Los juicios están a la orden del día cuando hablamos de los demás, sentados desde el sillón de nuestro living. ¿Pero qué hay de cuando nuestra propia “pelota” pega en el palo y sale? ¿Cómo nos juzgamos a nosotros mismos cuando hacemos todo lo que pudimos para alcanzar nuestros objetivos y las cosas, simplemente, no se dan como esperábamos? ¿Valoramos el proceso o nos quedamos masticando bronca por el pobre resultado que obtuvimos? A lo largo de mi trayectoria como coach he visto a demasiadas personas en esta situación como para sentirme con la confianza de asegurar que, la mayoría de las veces, es el resultado el que condiciona nuestro bienestar y nuestras decisiones futuras.
¿Y qué hay de todo lo bueno que hicimos en el camino? ¿Y qué hay de los aprendizajes para el futuro? ¿Y qué hay del orgullo de haberlo intentado? Bien, gracias. Que queden para una frasecita inspiradora en redes sociales porque, en lo que a mí respecta, mi vida se acaba de transformar en un fracaso.
Creo que no hace falta que diga lo injusto que encuentro este tipo de razonamientos. Injusto para con uno mismo, claro. Porque si hay algo seguro es que, en cualquier orden de la vida, hay cosas que dependen de nosotros y cosas que no. Y el alcanzar el éxito en nuestros proyectos y deseos requiere que ambas cosas se encuentren entre sí: que mi gestión haya sido buena y que aquellas cosas que no controlo se manifiesten a mi favor.
Te pongo un ejemplo tristemente familiar para los argentinos durante las últimas dos décadas: te proponés comprarte un auto. Para eso trabajás duro, cuidás cada peso que ganás, vas ahorrando de a poco. Y cuando creés que estás por lograrlo, el gobierno de turno lleva a cabo una tremenda devaluación de la moneda, lo que te aleja varios casilleros de tu ansiado vehículo. ¿Fallaste vos? Pareciera que no. Pero por dentro te decís cosas como: “a esta altura del partido, esperaba poder tener mi propio auto. ¡Qué mal que me va en la vida! ¡Soy un fracasado!”. Bueno, no es muy distinto a culpar de todo al entrenador.

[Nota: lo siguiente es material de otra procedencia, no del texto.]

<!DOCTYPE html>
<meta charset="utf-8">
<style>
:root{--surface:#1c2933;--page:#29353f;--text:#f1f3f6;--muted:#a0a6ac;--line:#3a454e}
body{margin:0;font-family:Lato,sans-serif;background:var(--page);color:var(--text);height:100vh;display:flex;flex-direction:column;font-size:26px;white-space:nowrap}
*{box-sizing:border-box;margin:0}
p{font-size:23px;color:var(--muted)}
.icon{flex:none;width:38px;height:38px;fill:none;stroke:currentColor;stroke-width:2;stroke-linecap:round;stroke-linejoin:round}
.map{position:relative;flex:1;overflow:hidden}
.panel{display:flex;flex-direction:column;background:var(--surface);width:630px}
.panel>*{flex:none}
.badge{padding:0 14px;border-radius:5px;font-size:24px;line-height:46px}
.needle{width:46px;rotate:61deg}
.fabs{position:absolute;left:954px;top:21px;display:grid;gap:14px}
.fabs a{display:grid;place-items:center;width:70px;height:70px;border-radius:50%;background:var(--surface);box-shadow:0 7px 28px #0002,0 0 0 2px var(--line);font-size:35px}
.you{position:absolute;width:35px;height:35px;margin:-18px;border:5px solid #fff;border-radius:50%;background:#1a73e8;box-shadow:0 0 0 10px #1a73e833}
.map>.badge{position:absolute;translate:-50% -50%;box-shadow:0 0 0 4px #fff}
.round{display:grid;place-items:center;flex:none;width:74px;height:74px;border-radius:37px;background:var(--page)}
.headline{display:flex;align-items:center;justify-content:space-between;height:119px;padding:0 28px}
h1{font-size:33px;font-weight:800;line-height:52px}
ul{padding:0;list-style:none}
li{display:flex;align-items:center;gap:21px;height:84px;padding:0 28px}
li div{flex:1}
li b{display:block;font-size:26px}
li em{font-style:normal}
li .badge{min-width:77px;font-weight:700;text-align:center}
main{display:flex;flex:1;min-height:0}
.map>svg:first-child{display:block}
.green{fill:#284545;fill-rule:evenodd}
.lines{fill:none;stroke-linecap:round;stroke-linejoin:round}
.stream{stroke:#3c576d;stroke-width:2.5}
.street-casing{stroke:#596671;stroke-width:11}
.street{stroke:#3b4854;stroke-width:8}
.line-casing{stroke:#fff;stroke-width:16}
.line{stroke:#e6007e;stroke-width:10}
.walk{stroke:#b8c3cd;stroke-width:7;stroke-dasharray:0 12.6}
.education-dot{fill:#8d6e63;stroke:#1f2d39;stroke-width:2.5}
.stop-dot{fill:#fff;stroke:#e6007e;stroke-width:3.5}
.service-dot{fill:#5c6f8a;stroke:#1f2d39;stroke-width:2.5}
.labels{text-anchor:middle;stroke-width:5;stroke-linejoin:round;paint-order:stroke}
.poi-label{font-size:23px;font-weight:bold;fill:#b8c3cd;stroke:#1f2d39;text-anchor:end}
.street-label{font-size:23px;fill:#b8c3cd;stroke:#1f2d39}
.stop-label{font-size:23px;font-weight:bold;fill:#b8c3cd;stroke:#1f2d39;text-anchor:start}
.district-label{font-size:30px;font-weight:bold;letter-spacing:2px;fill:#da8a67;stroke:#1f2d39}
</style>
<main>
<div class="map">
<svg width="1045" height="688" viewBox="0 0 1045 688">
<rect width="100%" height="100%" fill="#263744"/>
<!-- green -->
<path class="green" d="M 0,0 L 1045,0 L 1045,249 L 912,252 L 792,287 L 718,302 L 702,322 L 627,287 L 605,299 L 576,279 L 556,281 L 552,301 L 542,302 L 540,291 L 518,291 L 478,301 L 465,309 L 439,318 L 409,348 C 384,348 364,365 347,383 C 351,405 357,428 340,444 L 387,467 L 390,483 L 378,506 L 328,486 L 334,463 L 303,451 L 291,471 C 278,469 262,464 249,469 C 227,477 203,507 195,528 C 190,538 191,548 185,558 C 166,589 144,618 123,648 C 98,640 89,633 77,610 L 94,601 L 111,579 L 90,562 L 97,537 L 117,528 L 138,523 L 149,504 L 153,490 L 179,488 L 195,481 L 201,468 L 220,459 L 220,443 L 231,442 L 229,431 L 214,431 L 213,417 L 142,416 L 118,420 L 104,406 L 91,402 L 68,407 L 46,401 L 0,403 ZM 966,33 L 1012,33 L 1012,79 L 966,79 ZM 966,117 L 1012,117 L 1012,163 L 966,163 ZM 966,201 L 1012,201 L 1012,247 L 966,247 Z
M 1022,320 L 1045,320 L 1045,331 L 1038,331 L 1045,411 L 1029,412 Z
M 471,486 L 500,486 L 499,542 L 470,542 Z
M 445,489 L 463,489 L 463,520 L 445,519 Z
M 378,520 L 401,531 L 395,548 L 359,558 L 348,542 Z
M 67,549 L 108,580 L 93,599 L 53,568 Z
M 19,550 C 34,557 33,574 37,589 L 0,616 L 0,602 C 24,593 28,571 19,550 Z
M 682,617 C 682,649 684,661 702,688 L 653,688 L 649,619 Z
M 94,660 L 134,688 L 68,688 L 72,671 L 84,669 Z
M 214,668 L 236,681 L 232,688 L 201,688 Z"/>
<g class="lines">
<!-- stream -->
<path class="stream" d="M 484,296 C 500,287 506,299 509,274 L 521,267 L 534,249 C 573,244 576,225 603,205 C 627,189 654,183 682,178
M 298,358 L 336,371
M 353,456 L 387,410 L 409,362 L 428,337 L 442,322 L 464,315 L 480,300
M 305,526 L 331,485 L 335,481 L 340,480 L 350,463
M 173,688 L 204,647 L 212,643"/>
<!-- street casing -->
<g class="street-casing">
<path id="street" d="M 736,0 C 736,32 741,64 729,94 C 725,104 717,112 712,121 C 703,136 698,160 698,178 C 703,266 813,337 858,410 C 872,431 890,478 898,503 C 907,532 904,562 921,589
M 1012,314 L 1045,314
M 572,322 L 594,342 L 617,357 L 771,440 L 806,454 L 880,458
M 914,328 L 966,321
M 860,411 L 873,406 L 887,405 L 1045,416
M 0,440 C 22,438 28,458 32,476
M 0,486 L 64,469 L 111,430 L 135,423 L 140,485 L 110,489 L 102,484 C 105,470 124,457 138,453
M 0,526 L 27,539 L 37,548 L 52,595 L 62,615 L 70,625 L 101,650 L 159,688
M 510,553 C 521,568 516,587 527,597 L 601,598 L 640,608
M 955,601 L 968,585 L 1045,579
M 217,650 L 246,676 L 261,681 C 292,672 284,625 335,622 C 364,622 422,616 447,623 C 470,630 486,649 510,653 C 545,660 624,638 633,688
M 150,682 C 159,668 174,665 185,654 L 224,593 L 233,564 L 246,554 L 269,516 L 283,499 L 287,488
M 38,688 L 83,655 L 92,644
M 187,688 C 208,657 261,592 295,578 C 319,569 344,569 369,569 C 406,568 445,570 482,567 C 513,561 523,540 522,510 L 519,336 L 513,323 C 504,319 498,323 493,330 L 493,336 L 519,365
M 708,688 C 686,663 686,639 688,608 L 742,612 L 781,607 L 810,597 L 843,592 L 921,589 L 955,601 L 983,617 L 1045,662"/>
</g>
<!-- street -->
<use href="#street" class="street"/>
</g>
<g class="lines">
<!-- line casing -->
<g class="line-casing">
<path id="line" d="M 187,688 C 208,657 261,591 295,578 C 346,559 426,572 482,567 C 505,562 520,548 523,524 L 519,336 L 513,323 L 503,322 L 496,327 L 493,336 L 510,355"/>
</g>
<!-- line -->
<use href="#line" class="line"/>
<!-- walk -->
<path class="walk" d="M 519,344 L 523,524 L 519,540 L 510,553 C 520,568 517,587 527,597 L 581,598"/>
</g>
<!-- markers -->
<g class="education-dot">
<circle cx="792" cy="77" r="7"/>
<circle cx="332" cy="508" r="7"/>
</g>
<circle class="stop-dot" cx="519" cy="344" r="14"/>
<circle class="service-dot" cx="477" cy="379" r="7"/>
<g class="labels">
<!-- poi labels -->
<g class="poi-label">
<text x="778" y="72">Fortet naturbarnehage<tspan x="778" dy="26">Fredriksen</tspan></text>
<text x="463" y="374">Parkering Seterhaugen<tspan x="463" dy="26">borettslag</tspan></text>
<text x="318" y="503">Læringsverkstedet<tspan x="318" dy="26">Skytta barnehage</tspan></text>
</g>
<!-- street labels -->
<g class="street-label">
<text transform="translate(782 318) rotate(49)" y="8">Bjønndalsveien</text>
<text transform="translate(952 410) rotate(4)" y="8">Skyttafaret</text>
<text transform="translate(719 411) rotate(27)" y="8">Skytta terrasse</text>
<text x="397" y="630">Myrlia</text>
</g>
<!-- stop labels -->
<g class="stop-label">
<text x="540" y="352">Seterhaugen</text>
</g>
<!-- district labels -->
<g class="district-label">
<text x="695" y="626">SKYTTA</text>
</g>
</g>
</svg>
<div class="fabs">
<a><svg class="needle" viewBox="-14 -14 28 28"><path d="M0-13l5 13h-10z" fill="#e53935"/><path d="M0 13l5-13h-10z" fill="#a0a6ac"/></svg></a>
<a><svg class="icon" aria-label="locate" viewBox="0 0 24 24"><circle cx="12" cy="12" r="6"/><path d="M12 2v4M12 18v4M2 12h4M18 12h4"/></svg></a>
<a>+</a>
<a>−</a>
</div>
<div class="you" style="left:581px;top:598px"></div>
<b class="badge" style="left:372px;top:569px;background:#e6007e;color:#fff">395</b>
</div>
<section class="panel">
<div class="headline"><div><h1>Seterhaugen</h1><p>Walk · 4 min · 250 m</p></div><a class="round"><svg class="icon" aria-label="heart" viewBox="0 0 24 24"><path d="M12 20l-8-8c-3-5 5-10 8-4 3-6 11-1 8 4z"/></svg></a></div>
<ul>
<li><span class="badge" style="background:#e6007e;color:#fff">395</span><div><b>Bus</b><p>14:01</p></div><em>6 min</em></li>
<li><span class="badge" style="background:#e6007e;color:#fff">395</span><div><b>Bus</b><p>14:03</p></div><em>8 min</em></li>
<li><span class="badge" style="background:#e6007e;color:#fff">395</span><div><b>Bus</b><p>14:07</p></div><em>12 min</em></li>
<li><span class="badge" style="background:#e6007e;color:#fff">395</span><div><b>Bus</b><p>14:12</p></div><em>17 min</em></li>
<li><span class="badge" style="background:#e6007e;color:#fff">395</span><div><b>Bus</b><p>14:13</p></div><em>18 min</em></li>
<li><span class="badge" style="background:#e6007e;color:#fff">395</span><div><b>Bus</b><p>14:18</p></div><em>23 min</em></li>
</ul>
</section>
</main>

No necesitás que te lo diga: a veces, al igual que el fútbol, la vida no es justa. Todo el tiempo suceden cosas contrarias a nuestra voluntad. Pero si no perdemos de vista nuestros aciertos y hacemos lo necesario para alcanzar nuestros objetivos, más pronto que tarde terminaremos por concretarlos. Con más esfuerzo de lo previsto, tal vez, y con la cuota de suerte necesaria para que, cuando la pelota pegue en el palo, entre en vez de salir.